Department of Life Sciences, Texas A&M University-Corpus Christi, 6300 Ocean Drive, Unit 5800, Corpus Christi, TX 78412, United States.
Water Res. 2010 Jul;44(14):4067-76. doi: 10.1016/j.watres.2010.05.019. Epub 2010 May 31.
In this study, data from bacterial source tracking (BST) analysis using antibiotic resistance profiles were examined using two statistical techniques, Random Forests (RF) and discriminant analysis (DA) to determine sources of fecal contamination of a Texas water body. Cow Trap and Cedar Lakes are potential oyster harvesting waters located in Brazoria County, Texas, that have been listed as impaired for bacteria on the 2004 Texas 303(d) list. Unknown source Escherichia coli were isolated from water samples collected in the study area during two sampling events. Isolates were confirmed as E. coli using carbon source utilization profiles and then analyzed via ARA, following the Kirby-Bauer disk diffusion method. Zone diameters from ARA profiles were analyzed with both DA and RF. Using a two-way classification (human vs nonhuman), both DA and RF categorized over 90% of the 299 unknown source isolates as a nonhuman source. The average rates of correct classification (ARCCs) for the library of 1172 isolates using DA and RF were 74.6% and 82.3%, respectively. ARCCs from RF ranged from 7.7 to 12.0% higher than those from DA. Rates of correct classification (RCCs) for individual sources classified with RF ranged from 23.2 to 0.2% higher than those of DA, with a mean difference of 9.0%. Additional evidence for the outperformance of DA by RF was found in the comparison of training and test set ARCCs and examination of specific disputed isolates; RF produced higher ARCCs (ranging from 8 to 13% higher) than DA for all 1000 trials (excluding the two-way classification, in which RF outperformed DA 999 out of 1000 times). This is of practical significance for analysis of bacterial source tracking data. Overall, based on both DA and RF results, migratory birds were found to be the source of the largest portion of the unknown E. coli isolates. This study is the first known published application of Random Forests in the field of BST.
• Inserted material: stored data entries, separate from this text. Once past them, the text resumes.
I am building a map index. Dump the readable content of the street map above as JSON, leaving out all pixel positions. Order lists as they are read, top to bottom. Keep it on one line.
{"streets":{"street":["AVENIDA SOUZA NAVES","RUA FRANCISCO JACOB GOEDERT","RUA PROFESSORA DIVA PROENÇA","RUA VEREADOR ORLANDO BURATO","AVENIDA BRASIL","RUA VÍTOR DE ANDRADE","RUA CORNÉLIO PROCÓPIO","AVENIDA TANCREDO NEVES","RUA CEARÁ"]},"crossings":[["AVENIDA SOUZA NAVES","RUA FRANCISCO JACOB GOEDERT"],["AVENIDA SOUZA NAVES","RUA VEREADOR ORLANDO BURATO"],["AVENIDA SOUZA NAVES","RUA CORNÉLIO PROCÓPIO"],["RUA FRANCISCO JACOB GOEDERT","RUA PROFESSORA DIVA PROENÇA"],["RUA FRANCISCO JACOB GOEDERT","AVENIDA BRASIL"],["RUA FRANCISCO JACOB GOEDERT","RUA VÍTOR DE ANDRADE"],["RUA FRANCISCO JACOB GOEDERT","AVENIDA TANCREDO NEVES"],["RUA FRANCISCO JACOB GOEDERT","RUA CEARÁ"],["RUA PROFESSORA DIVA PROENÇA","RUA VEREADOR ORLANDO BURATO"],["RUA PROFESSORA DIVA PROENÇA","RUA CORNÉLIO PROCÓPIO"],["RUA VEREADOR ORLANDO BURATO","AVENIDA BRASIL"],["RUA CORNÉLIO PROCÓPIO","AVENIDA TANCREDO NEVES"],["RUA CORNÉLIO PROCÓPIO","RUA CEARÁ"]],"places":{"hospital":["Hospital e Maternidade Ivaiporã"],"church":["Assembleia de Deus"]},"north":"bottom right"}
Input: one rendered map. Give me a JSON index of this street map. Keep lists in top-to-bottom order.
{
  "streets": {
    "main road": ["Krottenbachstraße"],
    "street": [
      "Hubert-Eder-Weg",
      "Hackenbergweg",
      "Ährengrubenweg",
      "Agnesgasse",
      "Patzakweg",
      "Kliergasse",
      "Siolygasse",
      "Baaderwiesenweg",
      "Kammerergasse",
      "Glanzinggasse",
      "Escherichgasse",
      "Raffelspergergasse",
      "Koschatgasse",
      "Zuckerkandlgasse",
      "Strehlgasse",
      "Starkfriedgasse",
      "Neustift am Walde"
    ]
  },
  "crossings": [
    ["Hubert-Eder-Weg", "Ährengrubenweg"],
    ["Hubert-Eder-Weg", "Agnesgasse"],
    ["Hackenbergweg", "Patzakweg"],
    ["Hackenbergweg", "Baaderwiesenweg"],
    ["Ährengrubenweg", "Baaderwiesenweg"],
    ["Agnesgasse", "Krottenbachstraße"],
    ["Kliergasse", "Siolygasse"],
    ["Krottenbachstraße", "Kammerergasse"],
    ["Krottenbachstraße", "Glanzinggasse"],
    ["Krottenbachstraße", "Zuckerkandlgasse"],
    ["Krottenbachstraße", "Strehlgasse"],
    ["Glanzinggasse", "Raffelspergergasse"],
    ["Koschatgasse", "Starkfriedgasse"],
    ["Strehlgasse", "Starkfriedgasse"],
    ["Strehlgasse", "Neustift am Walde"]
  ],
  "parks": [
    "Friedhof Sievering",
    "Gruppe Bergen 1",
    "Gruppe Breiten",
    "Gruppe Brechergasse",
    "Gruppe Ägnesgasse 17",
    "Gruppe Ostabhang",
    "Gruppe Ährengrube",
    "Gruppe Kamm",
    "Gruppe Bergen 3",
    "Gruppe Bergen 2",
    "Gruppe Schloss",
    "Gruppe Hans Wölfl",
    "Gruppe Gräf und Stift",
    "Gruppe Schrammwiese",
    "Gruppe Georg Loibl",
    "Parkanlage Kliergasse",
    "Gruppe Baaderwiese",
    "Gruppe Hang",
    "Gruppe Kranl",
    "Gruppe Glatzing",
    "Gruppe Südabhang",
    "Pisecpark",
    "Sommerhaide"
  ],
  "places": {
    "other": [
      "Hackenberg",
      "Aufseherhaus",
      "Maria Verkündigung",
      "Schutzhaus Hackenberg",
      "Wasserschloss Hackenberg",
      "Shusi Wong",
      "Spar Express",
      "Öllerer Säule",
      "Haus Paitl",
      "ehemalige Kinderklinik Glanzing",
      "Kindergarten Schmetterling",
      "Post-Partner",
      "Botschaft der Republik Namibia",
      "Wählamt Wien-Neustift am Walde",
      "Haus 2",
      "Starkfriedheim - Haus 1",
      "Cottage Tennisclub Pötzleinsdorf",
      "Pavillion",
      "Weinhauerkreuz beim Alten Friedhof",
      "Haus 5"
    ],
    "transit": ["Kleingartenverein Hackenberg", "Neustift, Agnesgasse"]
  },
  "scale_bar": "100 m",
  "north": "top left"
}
在这项研究中,使用两种统计技术,即随机森林(RF)和判别分析(DA),检查了使用抗生素耐药谱进行细菌来源追踪(BST)分析的数据,以确定德克萨斯州水体粪便污染的来源。Cow Trap 和 Cedar Lakes 是位于德克萨斯州布拉佐里亚县的潜在牡蛎捕捞水域,它们在 2004 年德克萨斯州 303(d)清单中因细菌而被列为受损水域。在两次采样事件中,从研究区域采集的水样中分离出未知来源的大肠杆菌。通过碳源利用谱对分离物进行确认,然后使用 Kirby-Bauer 圆盘扩散法通过 ARA 进行分析。使用 DA 和 RF 分析 ARA 谱的带区直径。使用双向分类(人类与非人类),DA 和 RF 均将 299 个未知来源分离物中的 90%以上归类为非人类来源。使用 DA 和 RF 对 1172 个分离物文库进行的平均正确分类率(ARCC)分别为 74.6%和 82.3%。RF 的 ARCC 比 DA 的 ARCC 高 7.7 至 12.0%。使用 RF 分类的各个来源的正确分类率(RCC)比 DA 的高 23.2%至 0.2%,平均差异为 9.0%。在比较训练集和测试集 ARCC 并检查特定有争议的分离物时,还发现了 RF 优于 DA 的更多证据;在 1000 次试验中(不包括双向分类,在双向分类中,RF 在 1000 次中有 999 次优于 DA),RF 对所有 1000 次试验的 ARCC 均产生了更高的结果(范围为高 8%至 13%)。这对于细菌来源追踪数据的分析具有实际意义。总体而言,根据 DA 和 RF 的结果,候鸟被发现是最大部分未知大肠杆菌分离物的来源。本研究是随机森林在 BST 领域的首次已知应用。